**Aim of the task**: Output only the lines below that start at the line containing "M54,779L181,803L169,868L60,848L57,863L39,859Z" and end at the line containing "M274,873L301,878L323,868L423,886L434,901L477,909L471,947", with both ends kept.

### Information shown

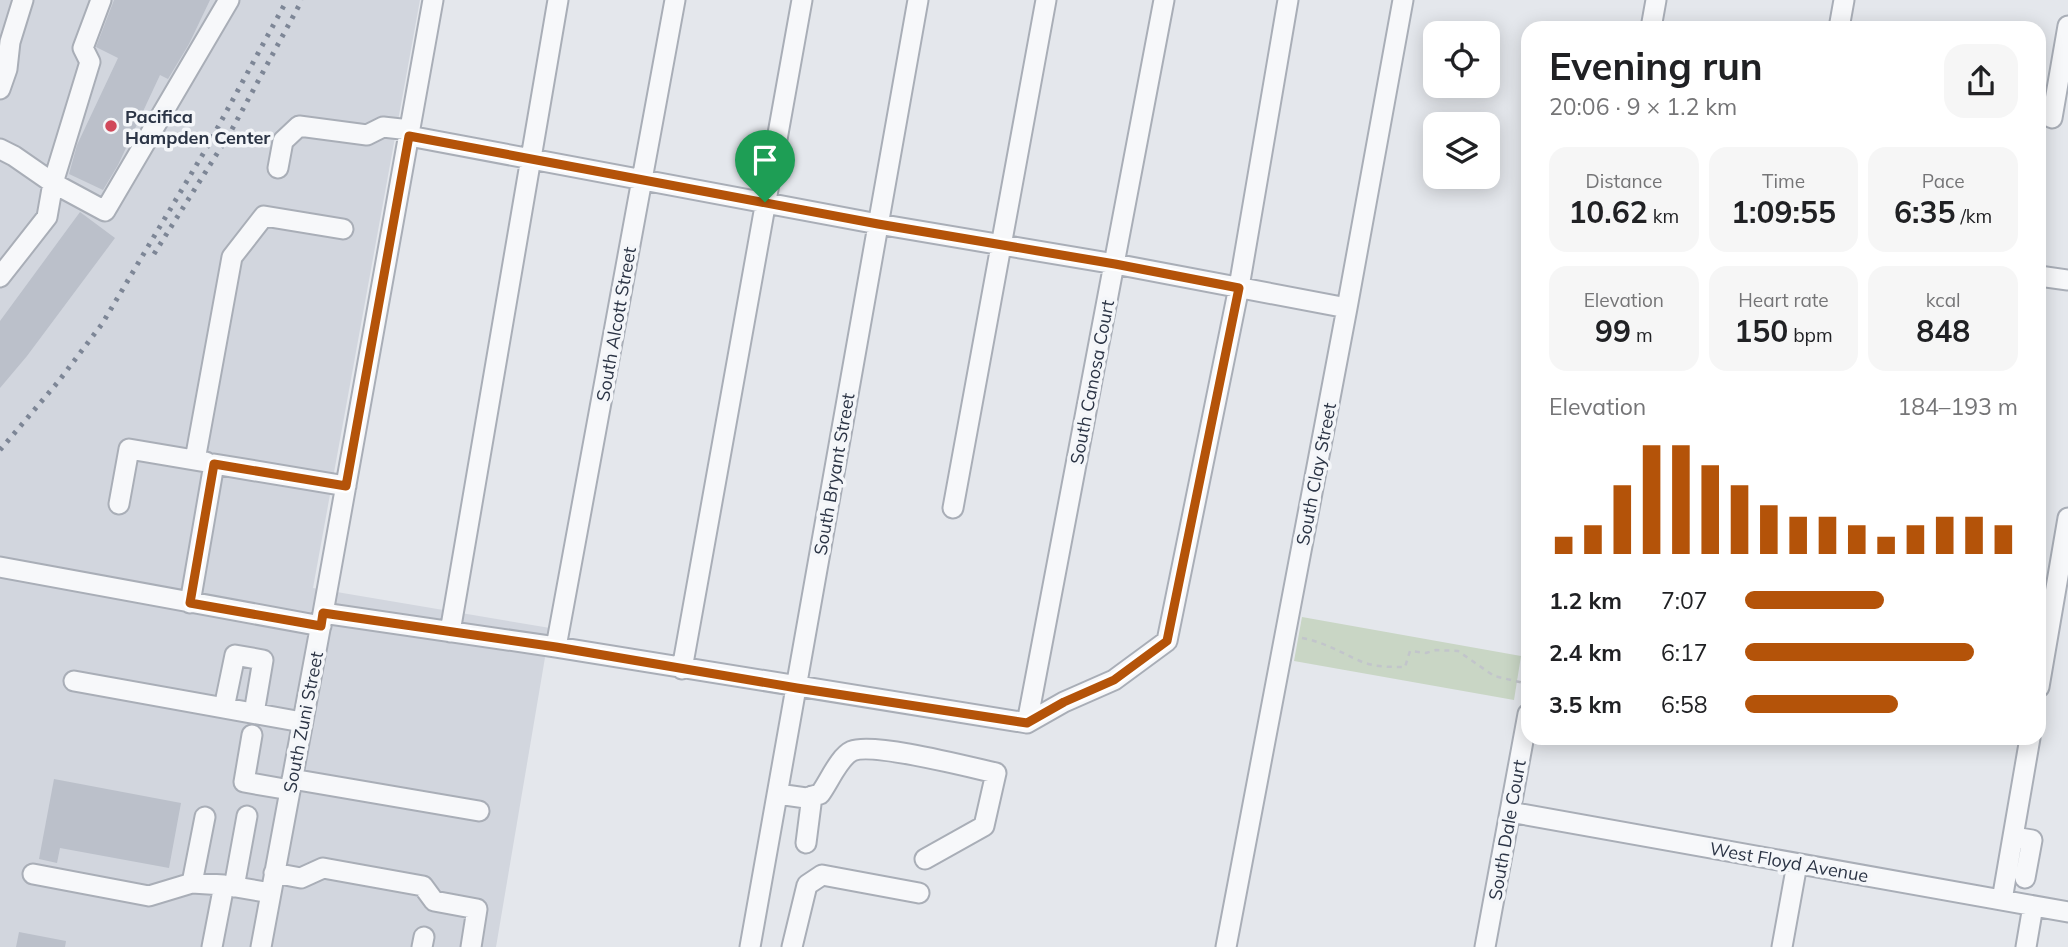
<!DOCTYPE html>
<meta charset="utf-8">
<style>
body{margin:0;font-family:Mulish,sans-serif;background:#f6f6f6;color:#202124;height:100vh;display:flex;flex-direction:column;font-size:26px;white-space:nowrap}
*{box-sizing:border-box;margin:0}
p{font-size:23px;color:#757577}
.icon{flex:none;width:38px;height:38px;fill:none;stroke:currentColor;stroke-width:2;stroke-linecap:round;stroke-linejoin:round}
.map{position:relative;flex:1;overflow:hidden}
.details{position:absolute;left:1521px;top:21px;width:525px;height:724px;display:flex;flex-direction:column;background:#fff;border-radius:21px;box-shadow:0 4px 18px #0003}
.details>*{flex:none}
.fabs{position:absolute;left:1423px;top:21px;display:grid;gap:14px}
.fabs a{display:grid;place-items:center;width:77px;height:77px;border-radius:14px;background:#fff;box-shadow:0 4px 18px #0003;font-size:35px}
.pin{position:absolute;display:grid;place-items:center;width:60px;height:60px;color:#fff;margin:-72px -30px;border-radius:50% 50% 50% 0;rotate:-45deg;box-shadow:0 0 7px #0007}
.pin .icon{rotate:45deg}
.round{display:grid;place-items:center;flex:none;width:74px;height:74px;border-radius:21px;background:#f6f6f6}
.summary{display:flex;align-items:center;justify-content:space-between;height:119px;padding:0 28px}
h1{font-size:38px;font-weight:700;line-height:52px}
.metrics{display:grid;grid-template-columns:repeat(3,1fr);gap:10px;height:119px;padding:7px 28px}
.metrics div{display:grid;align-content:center;border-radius:18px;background:#f6f6f6;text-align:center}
.metrics b{font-size:30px;font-weight:700}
.metrics small{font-size:19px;font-weight:400}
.metrics p{font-size:19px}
.chart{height:196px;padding:14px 28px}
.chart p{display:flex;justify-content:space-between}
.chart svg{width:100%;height:126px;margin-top:7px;stroke:#b45309;stroke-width:6}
ul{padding:0 28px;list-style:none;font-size:23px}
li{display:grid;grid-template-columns:112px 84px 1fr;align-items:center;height:52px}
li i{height:18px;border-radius:9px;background:#b45309}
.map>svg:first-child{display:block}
</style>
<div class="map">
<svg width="2068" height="947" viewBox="0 0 2068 947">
<rect width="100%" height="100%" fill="#e4e7ec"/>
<path fill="#d2d6de" d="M0,0H420L313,588L550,628L496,947H0Z"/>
<path fill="#c9d6c5" d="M1302,617L1521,656L1514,700L1294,661Z"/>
<path fill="#bbc0ca" d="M114,0H210L189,44L168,79L160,75L118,165L103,190L69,174L77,145L118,58L96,47Z
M80,212L115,238L27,356L0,388V321Z
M54,779L181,803L169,868L60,848L57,863L39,859Z
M19,932L66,941L65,947H16Z"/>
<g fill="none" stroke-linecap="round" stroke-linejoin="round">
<g stroke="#a9aeb7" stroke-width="23">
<path id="minor" d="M101,0L83,48L90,62L53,183L105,211L229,0
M1651,28L1656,0
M1839,28L1844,0
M0,89L7,69L10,42L23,0
M2052,118L2068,26
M409,136L878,224L1115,264L1347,308
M0,149L14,156L53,183L47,217L0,277
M278,168L283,141L299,126L367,135L383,127L410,130
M2039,276L2068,280
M195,460L232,257L264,216L343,229
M119,504L129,449L206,462
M953,508L1046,0
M0,567L321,626
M190,603L214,464L346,486
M323,613L556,647L1027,723L1064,702L1114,680L1167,641L1239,287L1288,0
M450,632L558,0
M556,647L675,0
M682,669L802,0
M74,681L302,722
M2039,687L2068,518
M224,708L235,655L263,660L254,713
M1027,723L1164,0
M252,735L244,782L290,790
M292,779L479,811
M778,794L806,798L820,794C829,782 839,757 852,751C873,742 969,767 996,773L984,826L925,859
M1510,812L2068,912
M2013,837L2032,840L2025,878
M806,843L812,796
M274,873L301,878L323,868L423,886L434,901L477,909L471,947
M33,874L149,896L192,883L224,885
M192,883L205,817
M234,887L247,816
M2002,900L2030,738
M212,947L224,885L271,893
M261,947L323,613L433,0
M422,947L424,937
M750,947L918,0
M792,947L807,885L822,875L919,893
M1226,947L1347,308L1403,0
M1485,947L1528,714
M1782,947L1797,864
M2026,947L2033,906"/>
</g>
<path stroke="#c2c5cb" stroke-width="2.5" stroke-dasharray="5 5" stroke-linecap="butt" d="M1302,638C1324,642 1340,652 1360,661C1373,667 1390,667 1405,667L1410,651L1426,653L1436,650L1458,651L1494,676L1528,684"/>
<use href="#minor" stroke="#f7f8fa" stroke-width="19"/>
<path stroke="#7d8696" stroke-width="5" stroke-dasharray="3.5 7" stroke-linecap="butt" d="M154,254L230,133L302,0
M0,450L58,382L102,324L206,149L287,0"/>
</g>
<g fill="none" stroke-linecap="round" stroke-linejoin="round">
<g stroke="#fff" stroke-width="14">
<path id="route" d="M409,136L878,224L1115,264L1239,288L1167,641L1114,680L1064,702L1027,723L797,688L556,647L323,613L321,626L190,603L214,464L346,486Z"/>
</g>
<use href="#route" stroke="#b45309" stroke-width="9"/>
</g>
<circle fill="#d1495b" stroke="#f4f6f9" stroke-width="2.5" cx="111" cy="126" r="7"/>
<g text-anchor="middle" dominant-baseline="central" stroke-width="7" stroke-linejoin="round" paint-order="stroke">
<g font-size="18" font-weight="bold" fill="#2b3445" stroke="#f4f6f9" text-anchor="start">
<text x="125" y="116">Pacifica<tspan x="125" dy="21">Hampden Center</tspan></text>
</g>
<g font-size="18" fill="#2b3445" stroke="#f4f6f9">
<text transform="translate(616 324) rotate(-80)">South Alcott Street</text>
<text transform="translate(1092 382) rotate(-79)">South Canosa Court</text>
<text transform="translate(834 474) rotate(-80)">South Bryant Street</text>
<text transform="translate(1316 474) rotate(-79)">South Clay Street</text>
<text transform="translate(303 722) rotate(-79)">South Zuni Street</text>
<text transform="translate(1507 830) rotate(-80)">South Dale Court</text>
<text transform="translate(1789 862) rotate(10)">West Floyd Avenue</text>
</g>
</g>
</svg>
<div class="fabs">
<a><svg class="icon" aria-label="locate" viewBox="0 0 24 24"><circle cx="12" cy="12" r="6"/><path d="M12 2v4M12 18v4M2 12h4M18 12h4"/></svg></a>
<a><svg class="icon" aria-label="layers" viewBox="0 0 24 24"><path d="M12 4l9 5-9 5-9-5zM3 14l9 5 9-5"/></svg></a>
</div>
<div class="pin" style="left:765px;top:202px;background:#1e9e55"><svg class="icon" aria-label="arrive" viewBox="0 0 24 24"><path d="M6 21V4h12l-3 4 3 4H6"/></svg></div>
<section class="details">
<div class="summary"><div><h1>Evening run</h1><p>20:06 · 9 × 1.2 km</p></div><a class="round"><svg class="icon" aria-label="share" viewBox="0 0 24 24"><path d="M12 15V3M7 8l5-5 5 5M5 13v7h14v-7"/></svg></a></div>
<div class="metrics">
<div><p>Distance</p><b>10.62<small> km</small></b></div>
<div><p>Time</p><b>1:09:55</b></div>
<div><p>Pace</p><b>6:35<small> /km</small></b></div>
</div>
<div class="metrics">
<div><p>Elevation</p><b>99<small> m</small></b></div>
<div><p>Heart rate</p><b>150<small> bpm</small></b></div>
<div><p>kcal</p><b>848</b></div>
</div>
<div class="chart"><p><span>Elevation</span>184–193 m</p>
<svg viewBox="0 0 160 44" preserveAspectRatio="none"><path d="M5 44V38M15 44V34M25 44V20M35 44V6M45 44V6M55 44V13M65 44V20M75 44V27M85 44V31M95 44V31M105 44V34M115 44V38M125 44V34M135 44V31M145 44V31M155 44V34"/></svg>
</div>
<ul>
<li><b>1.2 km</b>7:07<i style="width:51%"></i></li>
<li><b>2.4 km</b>6:17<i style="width:84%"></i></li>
<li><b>3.5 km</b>6:58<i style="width:56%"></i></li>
</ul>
</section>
</div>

######

**Response area**:
M54,779L181,803L169,868L60,848L57,863L39,859Z
M19,932L66,941L65,947H16Z"/>
<g fill="none" stroke-linecap="round" stroke-linejoin="round">
<g stroke="#a9aeb7" stroke-width="23">
<path id="minor" d="M101,0L83,48L90,62L53,183L105,211L229,0
M1651,28L1656,0
M1839,28L1844,0
M0,89L7,69L10,42L23,0
M2052,118L2068,26
M409,136L878,224L1115,264L1347,308
M0,149L14,156L53,183L47,217L0,277
M278,168L283,141L299,126L367,135L383,127L410,130
M2039,276L2068,280
M195,460L232,257L264,216L343,229
M119,504L129,449L206,462
M953,508L1046,0
M0,567L321,626
M190,603L214,464L346,486
M323,613L556,647L1027,723L1064,702L1114,680L1167,641L1239,287L1288,0
M450,632L558,0
M556,647L675,0
M682,669L802,0
M74,681L302,722
M2039,687L2068,518
M224,708L235,655L263,660L254,713
M1027,723L1164,0
M252,735L244,782L290,790
M292,779L479,811
M778,794L806,798L820,794C829,782 839,757 852,751C873,742 969,767 996,773L984,826L925,859
M1510,812L2068,912
M2013,837L2032,840L2025,878
M806,843L812,796
M274,873L301,878L323,868L423,886L434,901L477,909L471,947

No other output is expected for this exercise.